Outwardly dull and ever watchful, Edwina is that irresistible protagonist, the overlooked woman on whom nothing is lost, though when “Edge Case” opens she is indeed baffled. Her husband, Marlin, grown increasingly preoccupied and distant, has simply vanished, a discovery Edwina makes upon returning from work one day. “My heart responded first,” she reports. “By the time I remembered that a suitcase used to stand where the clean square was, my chest was growing hot from racing, tripping beats.” Over the next 18 days, while still following her daily routine, Edwina searches for her husband, visiting his familiar haunts and even to a mysterious house in upstate New York where Marlin, she learns, has become an initiate of the Dowsers Society of America: “Someone who used a necklace as a telephone to the spirit world,” as she dryly puts it.
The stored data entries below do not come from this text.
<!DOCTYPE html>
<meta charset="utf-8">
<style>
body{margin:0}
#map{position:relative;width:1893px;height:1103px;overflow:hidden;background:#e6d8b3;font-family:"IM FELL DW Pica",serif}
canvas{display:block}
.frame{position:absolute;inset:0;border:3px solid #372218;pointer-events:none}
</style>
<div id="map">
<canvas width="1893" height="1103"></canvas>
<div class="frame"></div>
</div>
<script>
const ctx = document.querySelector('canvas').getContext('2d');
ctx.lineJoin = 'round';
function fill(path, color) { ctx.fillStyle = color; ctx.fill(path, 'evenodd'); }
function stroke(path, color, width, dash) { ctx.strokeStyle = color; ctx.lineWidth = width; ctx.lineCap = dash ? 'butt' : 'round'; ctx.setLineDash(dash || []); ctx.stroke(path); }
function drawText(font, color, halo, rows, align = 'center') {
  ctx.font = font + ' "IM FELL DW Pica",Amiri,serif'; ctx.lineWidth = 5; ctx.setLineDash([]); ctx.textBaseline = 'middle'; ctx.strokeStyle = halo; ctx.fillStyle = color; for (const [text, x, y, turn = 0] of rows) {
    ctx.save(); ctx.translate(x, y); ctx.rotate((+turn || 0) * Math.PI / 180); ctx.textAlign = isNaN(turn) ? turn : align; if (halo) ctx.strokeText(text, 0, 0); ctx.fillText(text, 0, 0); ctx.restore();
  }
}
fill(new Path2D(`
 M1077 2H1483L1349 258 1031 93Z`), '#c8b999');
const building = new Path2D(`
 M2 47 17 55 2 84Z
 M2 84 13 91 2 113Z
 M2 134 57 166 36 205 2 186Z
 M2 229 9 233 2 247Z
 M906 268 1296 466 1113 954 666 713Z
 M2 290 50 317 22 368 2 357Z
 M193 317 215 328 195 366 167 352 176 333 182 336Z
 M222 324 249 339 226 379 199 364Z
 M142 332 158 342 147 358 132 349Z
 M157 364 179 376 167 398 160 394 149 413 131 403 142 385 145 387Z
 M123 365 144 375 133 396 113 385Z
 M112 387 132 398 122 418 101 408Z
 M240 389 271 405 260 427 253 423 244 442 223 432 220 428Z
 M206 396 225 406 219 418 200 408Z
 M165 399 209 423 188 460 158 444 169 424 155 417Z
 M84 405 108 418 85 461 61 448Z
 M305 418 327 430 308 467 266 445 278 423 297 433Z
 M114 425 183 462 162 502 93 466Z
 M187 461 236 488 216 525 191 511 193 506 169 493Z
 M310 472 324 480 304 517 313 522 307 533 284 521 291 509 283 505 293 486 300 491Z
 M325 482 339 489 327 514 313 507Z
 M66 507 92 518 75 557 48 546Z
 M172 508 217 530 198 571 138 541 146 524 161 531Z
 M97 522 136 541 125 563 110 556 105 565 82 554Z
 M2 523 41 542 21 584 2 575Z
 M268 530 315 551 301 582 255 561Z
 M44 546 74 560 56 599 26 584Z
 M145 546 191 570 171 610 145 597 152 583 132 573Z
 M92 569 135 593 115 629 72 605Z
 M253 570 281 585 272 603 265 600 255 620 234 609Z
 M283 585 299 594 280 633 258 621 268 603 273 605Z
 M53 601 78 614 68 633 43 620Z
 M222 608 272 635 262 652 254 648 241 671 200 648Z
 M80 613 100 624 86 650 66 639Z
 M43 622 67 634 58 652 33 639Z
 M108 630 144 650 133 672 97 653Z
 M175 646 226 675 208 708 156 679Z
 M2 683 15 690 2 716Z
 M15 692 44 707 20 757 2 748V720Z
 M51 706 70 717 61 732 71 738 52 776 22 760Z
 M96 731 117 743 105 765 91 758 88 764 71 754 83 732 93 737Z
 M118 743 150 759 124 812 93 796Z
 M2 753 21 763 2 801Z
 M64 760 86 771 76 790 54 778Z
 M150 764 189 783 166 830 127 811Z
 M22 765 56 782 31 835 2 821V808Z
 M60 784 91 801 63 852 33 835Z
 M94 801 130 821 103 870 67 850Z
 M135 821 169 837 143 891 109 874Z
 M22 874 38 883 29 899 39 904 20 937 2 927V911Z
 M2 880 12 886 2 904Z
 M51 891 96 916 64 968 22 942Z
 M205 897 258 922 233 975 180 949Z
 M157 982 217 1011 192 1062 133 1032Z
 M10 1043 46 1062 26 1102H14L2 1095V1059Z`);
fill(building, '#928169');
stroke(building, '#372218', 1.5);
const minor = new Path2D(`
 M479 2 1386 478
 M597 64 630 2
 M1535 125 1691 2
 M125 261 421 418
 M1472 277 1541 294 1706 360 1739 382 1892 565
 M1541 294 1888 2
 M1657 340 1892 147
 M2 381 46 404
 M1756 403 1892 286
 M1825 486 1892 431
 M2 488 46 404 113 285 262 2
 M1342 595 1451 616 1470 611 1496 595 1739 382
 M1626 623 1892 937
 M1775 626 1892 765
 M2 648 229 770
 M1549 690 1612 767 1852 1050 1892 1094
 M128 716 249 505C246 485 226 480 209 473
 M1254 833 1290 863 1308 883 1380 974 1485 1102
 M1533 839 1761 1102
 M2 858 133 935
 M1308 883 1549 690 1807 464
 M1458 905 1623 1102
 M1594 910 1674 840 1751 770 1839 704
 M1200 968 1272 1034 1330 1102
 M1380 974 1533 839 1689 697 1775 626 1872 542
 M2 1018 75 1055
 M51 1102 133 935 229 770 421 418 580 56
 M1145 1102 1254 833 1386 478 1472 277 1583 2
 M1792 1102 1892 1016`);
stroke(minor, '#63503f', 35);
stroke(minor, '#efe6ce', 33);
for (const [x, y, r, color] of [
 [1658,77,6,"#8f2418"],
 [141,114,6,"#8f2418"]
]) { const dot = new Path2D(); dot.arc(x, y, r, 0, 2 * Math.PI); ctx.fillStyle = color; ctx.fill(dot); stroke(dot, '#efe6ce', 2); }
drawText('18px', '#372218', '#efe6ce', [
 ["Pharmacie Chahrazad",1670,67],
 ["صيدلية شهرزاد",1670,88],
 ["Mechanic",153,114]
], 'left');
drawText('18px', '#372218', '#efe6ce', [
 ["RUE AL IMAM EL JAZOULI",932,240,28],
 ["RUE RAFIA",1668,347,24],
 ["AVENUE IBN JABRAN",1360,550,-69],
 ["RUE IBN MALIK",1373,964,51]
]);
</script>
There is, however, no spiritual, let alone criminal, mystery here, although Edwina’s quest and the novel’s periodic flashbacks do create a satisfying atmosphere of suspense. What interests Ms. Chin—and what she so skillfully dramatizes—is rather the eternal conundrum of being a human among other humans (“Maybe you don’t actually know me that well,” is Martin’s remark that hurts Edwina most of all) and, more specifically, of being an immigrant at the mercy of a volatile host. Similar preoccupations connect the short stories in her 2018 volume “Though I Get Home” (Feminist Press, 216 pages, $16.95), which range from British-ruled Malaysia to high-tech Manhattan, from family reminiscences to political terror.
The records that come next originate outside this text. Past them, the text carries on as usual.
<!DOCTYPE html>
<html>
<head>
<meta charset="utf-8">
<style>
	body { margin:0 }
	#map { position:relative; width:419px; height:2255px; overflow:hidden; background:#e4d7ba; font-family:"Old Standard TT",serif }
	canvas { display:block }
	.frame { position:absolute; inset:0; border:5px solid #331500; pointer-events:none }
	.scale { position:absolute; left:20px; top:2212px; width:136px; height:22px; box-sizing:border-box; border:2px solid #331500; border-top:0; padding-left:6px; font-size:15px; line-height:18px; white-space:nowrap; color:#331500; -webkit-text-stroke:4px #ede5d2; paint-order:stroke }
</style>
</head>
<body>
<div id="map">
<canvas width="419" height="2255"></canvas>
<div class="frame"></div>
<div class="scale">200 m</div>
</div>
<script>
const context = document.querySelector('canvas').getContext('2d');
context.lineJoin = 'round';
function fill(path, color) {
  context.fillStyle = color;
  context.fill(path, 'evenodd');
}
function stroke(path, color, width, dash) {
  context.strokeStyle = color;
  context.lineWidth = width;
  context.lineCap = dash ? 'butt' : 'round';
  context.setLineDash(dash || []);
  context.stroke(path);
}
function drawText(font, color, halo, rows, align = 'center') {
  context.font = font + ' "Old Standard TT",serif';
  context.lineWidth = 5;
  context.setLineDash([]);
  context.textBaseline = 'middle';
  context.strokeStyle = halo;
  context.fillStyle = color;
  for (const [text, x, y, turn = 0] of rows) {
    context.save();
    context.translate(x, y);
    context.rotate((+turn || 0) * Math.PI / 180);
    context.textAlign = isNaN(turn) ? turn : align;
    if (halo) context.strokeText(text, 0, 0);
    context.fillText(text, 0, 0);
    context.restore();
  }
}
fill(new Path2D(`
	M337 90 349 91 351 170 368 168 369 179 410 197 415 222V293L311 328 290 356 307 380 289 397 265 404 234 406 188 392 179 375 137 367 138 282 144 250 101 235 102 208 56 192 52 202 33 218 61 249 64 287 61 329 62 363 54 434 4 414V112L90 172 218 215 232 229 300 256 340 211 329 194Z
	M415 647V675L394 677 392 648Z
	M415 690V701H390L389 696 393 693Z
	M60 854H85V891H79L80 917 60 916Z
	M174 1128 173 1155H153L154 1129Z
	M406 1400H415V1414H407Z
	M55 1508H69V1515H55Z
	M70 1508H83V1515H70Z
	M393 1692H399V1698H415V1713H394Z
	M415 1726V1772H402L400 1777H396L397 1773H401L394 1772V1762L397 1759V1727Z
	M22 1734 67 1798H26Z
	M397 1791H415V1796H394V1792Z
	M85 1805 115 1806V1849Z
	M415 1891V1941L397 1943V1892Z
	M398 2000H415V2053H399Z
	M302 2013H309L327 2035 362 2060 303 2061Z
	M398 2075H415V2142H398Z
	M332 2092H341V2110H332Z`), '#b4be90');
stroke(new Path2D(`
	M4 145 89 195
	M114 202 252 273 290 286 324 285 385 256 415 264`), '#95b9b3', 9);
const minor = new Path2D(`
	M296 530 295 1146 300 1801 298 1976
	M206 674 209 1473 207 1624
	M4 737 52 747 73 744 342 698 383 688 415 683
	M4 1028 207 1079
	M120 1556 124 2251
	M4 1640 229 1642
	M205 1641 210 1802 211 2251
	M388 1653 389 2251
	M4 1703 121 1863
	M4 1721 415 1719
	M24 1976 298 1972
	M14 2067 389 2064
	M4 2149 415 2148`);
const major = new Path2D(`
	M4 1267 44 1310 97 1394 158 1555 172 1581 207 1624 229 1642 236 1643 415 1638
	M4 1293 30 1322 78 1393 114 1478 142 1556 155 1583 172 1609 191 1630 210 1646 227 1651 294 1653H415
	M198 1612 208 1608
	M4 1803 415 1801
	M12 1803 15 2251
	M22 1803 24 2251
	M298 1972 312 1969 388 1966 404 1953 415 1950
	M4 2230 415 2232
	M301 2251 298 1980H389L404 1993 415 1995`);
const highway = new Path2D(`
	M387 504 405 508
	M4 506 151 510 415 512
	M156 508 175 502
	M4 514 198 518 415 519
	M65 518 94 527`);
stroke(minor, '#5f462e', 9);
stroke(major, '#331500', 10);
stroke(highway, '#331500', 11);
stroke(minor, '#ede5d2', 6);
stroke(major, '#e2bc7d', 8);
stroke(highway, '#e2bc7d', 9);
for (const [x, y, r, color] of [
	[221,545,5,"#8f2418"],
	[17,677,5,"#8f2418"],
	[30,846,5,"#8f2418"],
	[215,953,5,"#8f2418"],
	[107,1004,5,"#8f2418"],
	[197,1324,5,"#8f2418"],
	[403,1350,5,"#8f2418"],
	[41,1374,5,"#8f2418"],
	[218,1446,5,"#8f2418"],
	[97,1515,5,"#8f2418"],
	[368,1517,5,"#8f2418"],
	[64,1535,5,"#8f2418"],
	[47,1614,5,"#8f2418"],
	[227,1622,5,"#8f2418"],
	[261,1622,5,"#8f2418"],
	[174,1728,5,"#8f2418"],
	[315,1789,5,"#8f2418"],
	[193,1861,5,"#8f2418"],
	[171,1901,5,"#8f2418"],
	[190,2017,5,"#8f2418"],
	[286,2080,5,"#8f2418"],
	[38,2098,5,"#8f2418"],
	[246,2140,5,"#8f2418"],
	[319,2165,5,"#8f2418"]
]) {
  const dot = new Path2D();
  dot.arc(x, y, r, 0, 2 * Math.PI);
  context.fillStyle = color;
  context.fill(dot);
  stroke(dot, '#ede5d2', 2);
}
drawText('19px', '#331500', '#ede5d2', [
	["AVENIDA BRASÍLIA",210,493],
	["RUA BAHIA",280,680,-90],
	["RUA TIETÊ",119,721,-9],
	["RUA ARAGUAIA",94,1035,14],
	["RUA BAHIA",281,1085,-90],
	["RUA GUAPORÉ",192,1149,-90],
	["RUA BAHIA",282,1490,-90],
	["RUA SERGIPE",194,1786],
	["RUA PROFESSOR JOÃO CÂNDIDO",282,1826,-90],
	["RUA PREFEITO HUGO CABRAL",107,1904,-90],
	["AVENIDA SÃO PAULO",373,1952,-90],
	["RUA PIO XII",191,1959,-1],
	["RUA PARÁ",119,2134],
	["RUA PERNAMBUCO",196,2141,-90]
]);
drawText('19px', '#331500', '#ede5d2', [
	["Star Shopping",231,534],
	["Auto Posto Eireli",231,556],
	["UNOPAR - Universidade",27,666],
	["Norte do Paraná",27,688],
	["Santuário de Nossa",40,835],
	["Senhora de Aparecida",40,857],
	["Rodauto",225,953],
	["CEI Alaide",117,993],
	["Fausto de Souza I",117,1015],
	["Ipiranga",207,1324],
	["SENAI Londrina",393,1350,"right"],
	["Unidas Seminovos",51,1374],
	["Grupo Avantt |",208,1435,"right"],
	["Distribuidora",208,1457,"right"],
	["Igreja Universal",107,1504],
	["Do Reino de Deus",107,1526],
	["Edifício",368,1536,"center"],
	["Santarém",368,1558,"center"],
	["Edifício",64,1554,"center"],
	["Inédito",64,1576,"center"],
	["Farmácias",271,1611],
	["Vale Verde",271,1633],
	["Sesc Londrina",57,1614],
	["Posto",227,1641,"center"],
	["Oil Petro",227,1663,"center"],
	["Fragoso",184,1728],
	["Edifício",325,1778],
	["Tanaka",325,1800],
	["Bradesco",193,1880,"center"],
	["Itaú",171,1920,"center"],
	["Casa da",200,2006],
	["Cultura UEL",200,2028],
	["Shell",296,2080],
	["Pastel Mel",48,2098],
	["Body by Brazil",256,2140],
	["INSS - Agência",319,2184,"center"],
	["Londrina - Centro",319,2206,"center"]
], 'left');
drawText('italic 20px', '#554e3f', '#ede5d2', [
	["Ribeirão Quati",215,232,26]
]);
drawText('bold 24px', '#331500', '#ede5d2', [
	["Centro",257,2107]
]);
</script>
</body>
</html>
Rich in bemused characters and wonderfully skewed imagery (“Miss Lily had hazel eyes and long wavy hair the color of straw. To Grandfather she was as exotic as a ceiling fan”), the best of Ms. Chin’s stories recall the short fiction of Chimamanda Ngozi Adichie or Yiyun Li. And the most striking scenes in “Edge Case” have a similar compressed force. One, for instance, finds Edwina and Marlin briefly though terrifyingly detained at JFK airport. Another is a nightmarish, after-hours team-building episode that only reinforces Edwina’s persistent sense of alienation. “In Malaysia I was supposed to go back to China,” she wryly notes. “In America I was supposed to return to Malaysia.” And in Manhattan, “with its sour garbage stench and weary, irritated energy lapping at glassy storefronts,” she is supposed to feel grateful, just as in marriage she is expected to feel loved and in her current abandonment, to feel aggrieved. “You’re the victim here, Edwina,” her friend Katie reassures her, to which she responds, “I don’t feel like the victim.” Katie fires back with “And you call yourself a feminist?” But Edwina wonders to herself “was I really even a woman, or just some floundering being?”
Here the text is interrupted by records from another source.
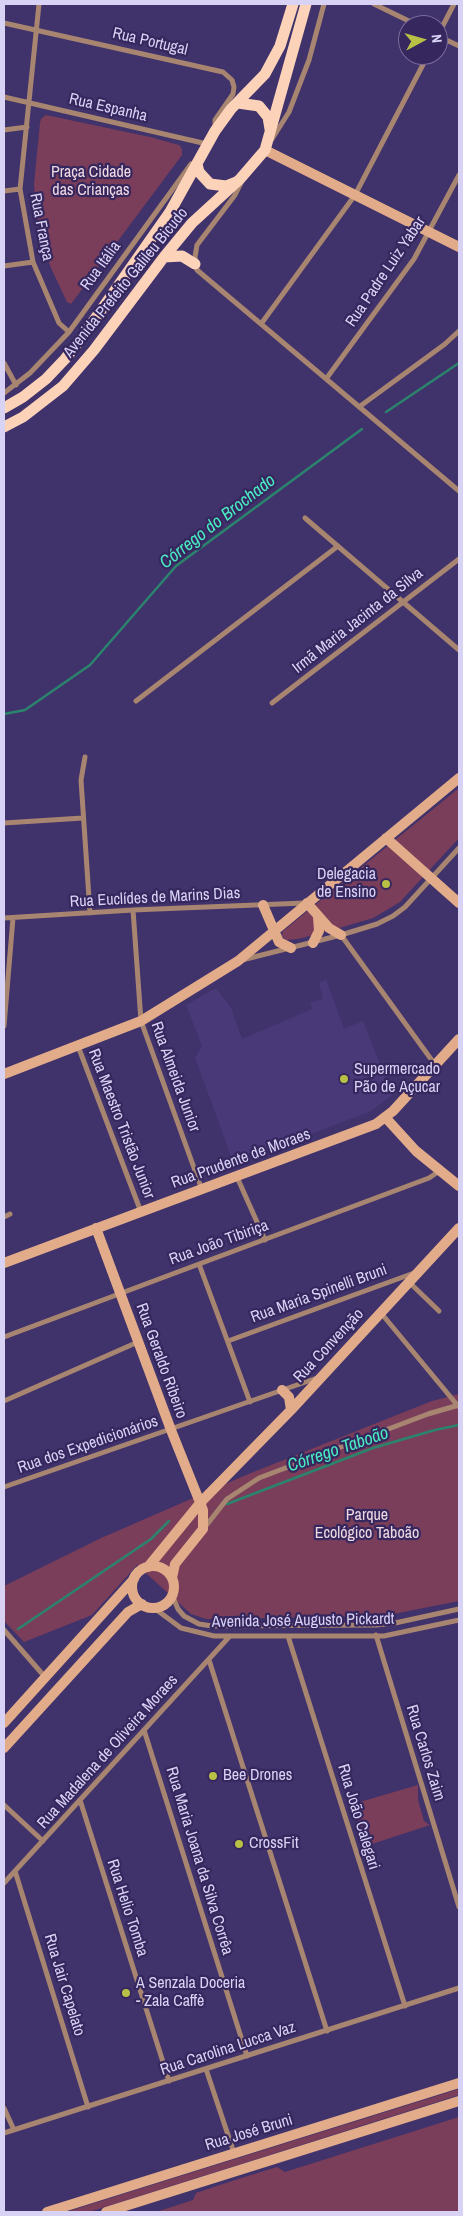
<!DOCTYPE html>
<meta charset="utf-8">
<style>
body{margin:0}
#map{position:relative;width:463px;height:2216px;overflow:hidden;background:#40326a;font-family:"Archivo Narrow",sans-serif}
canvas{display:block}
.frame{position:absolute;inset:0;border:5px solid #d8d3f5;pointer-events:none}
.north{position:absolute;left:398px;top:15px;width:50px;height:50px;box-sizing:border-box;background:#36275e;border:1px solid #776c9a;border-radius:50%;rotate:84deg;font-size:14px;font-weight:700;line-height:20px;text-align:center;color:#d8d3f5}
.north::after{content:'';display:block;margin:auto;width:18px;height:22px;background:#b9c046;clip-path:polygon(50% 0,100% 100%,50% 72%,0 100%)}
</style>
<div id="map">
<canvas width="463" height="2216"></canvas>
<div class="frame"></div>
<div class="north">N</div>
</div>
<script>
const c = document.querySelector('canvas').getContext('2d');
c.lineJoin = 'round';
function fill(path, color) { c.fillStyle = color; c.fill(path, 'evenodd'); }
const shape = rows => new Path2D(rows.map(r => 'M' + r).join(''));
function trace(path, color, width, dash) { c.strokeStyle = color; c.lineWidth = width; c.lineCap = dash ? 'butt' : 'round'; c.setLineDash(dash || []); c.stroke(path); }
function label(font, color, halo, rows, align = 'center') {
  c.font = font + ' "Archivo Narrow",sans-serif'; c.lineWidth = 4.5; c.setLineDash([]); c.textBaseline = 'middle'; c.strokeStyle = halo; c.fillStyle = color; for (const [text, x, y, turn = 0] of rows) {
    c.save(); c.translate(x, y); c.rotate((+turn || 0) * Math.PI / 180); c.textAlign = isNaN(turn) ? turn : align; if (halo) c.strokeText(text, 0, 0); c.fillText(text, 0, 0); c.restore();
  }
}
fill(shape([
 [326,979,344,1029,363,1021,392,1095,371,1111,234,1164,195,1058,202,1046,186,1005,216,988,231,1008,242,1039,312,1009,310,1003,323,999,319,983]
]), '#493979');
fill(shape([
 [46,115,150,137,179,145,182,149,182,155,71,304,67,302,51,268,42,241,36,213,34,184,40,123,41,119],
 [459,788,459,838,400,902,373,918,336,929,298,939,286,940,282,936,283,931],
 [459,1394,459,1601,383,1616,206,1619,191,1614,137,1565,92,1615,24,1642,4,1621,4,1586,99,1539,246,1475,432,1401],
 [418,1785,418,1800,424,1821,430,1825,366,1846,353,1804],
 [459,2089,459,2095,89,2212,66,2212],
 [459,2117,459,2212,156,2212,193,2200,196,2193,238,2179,277,2167,285,2172]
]), '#7a3e5a');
trace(shape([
 [386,412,459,363],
 [4,714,25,710,90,665,176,566,362,429],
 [227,1504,373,1448,435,1430,459,1425],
 [18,1629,151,1539,169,1521]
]), '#2b846d', 2.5);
trace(shape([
 [39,4,20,189,33,262,59,323,69,332],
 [374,4,417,25],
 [4,23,223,72,232,80,234,87,233,94,215,120,215,126],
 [438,35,454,4],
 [438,36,459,46],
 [4,97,207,144],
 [4,130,27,127],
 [272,139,289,112,309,60,324,4],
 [241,183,235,195,197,245,195,257,197,270,459,491],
 [4,191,20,189],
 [4,266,33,262],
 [261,324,355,195,428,55],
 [4,363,16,385],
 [326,379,414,259,459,175],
 [4,393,30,373,69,332,191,164],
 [359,407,445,344,459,331],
 [305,518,459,650],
 [136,701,338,546],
 [272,703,459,559],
 [85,757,81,780,90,913],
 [4,823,83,818],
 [133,910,141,1021,202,1190],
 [4,918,133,910,304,903],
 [341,935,436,1066],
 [242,960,341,935,377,924,393,916,405,907,459,848],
 [4,1026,13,918],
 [78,1046,141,1212],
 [237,1177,265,1240],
 [4,1217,10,1214],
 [199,1264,250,1402],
 [409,1282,439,1311],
 [381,1313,458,1406],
 [4,1337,429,1178,441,1170],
 [228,1341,414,1273],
 [4,1401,138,1342],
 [4,1487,317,1378],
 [205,1527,227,1499,259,1478,428,1414,459,1405],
 [172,1595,178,1609,184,1616,199,1624,212,1626,376,1625,395,1623,459,1609],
 [154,1608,181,1628,214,1636,384,1636,459,1620],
 [4,1630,45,1677],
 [376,1635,459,1907],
 [288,1636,405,2006],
 [209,1660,327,2031],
 [144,1730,247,2056],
 [80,1800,169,2081],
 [4,1805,43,1841],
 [15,1871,88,2107],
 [4,1883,230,1636],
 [206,2069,234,2153],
 [4,2108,14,2130],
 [4,2133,459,1988]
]), '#a78570', 5);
trace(shape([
 [265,150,459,247],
 [386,838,459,903],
 [307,903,329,928,341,935],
 [263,905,279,942,291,948],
 [313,943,319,931,318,917],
 [4,1074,141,1021,238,961,459,778],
 [385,1117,416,1151,459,1186],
 [96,1228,171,1430,203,1510,203,1529,175,1564,172,1578],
 [4,1263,376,1124,393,1111,459,1039],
 [282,1390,289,1397,291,1410],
 '132 1587a21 21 0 1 1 42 0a21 21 0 1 1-42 0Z',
 [148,1567,201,1502,291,1410,459,1228],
 [4,1723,134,1579],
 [4,1748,128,1612,142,1604],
 [47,2212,459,2083],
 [106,2212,459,2101]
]), '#e2ac8b', 10);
trace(shape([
 [238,103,259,106,268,117,270,129],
 [197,164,199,172,210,184,226,186,236,182],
 [164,257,182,256,195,264],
 [4,408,23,397,46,379,65,359,83,336,170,212,215,131,231,109,265,74,280,46,293,4],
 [4,427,23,417,63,386,94,350,164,257,192,223,240,179,265,150,306,4]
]), '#fcd2b9', 11);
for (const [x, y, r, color] of [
 [386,884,5,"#b9c046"],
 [344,1079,5,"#b9c046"],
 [213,1776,5,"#b9c046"],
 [239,1844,5,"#b9c046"],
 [126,1993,5,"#b9c046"]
]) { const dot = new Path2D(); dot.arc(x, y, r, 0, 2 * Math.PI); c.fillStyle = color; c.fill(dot); trace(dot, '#36275e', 2); }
label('16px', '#d8d3f5', '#36275e', [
 ["Rua Portugal",150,42,13],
 ["Rua Espanha",108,108,13],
 ["Rua França",41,227,79],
 ["Rua Itália",101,266,-54],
 ["Rua Padre Luiz Yabar",386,272,-56],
 ["Avenida Prefeito Galileu Bicudo",126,283,-51],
 ["Irmã Maria Jacinta da Silva",358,621,-38],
 ["Rua Euclídes de Marins Dias",155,898,-3],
 ["Rua Almeida Junior",175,1077,70],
 ["Rua Maestro Tristão Junior",121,1124,69],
 ["Rua Prudente de Moraes",241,1159,-20],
 ["Rua João Tibiriça",219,1243,-20],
 ["Rua Maria Spinelli Bruni",319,1294,-20],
 ["Rua Convenção",329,1346,-47],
 ["Rua Geraldo Ribeiro",161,1361,70],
 ["Rua dos Expedicionários",88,1445,-19],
 ["Avenida José Augusto Pickardt",303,1621,-1],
 ["Rua Madalena de Oliveira Moraes",108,1752,-48],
 ["Rua Carlos Zaim",425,1753,73],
 ["Rua João Calegari",358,1817,73],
 ["Rua Maria Joana da Silva Corrêa",199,1861,73],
 ["Rua Helio Tomba",127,1908,72],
 ["Rua Jair Capelato",64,1985,73],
 ["Rua Carolina Lucca Vaz",228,2049,-18],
 ["Rua José Bruni",249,2133,-17]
]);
label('16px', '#f0d8e1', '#36275e', [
 ["Praça Cidade",91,173],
 ["das Crianças",91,191],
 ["Parque",367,1516],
 ["Ecológico Taboão",367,1534]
]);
label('16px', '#d8d3f5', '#36275e', [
 ["Delegacia",376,875,"right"],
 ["de Ensino",376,893,"right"],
 ["Supermercado",354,1070],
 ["Pão de Açucar",354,1088],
 ["Bee Drones",223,1776],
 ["CrossFit",249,1844],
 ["A Senzala Doceria",136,1984],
 ["- Zala Caffè",136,2002]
], 'left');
label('italic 18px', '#4aebc2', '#36275e', [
 ["Córrego do Brochado",218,522,-38],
 ["Córrego Taboão",338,1450,-19]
]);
</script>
At such introspective moments—and there are many of them—“Edge Case” itself might have floundered and Edwina’s musings dissolved into inspirational cliché. But Ms. Chin for the most part steers clear of such hazards, wisely allowing her heroine’s simple story to remain simple, even as she expertly directs the shifting currents of emotion and of memory that sweep us along in this affecting novel. “I remembered my first days in America,” Edwina says as her search comes to an end, “lawns of cut grass, chalk scribbles on sidewalks, wind that trembled trees free of their leaves. All avenues to love, I realized, were acts of imagination.”
And all, she finally sees, lead homeward, wherever that may be.
—Ms. Mundow is a writer in central Massachusetts.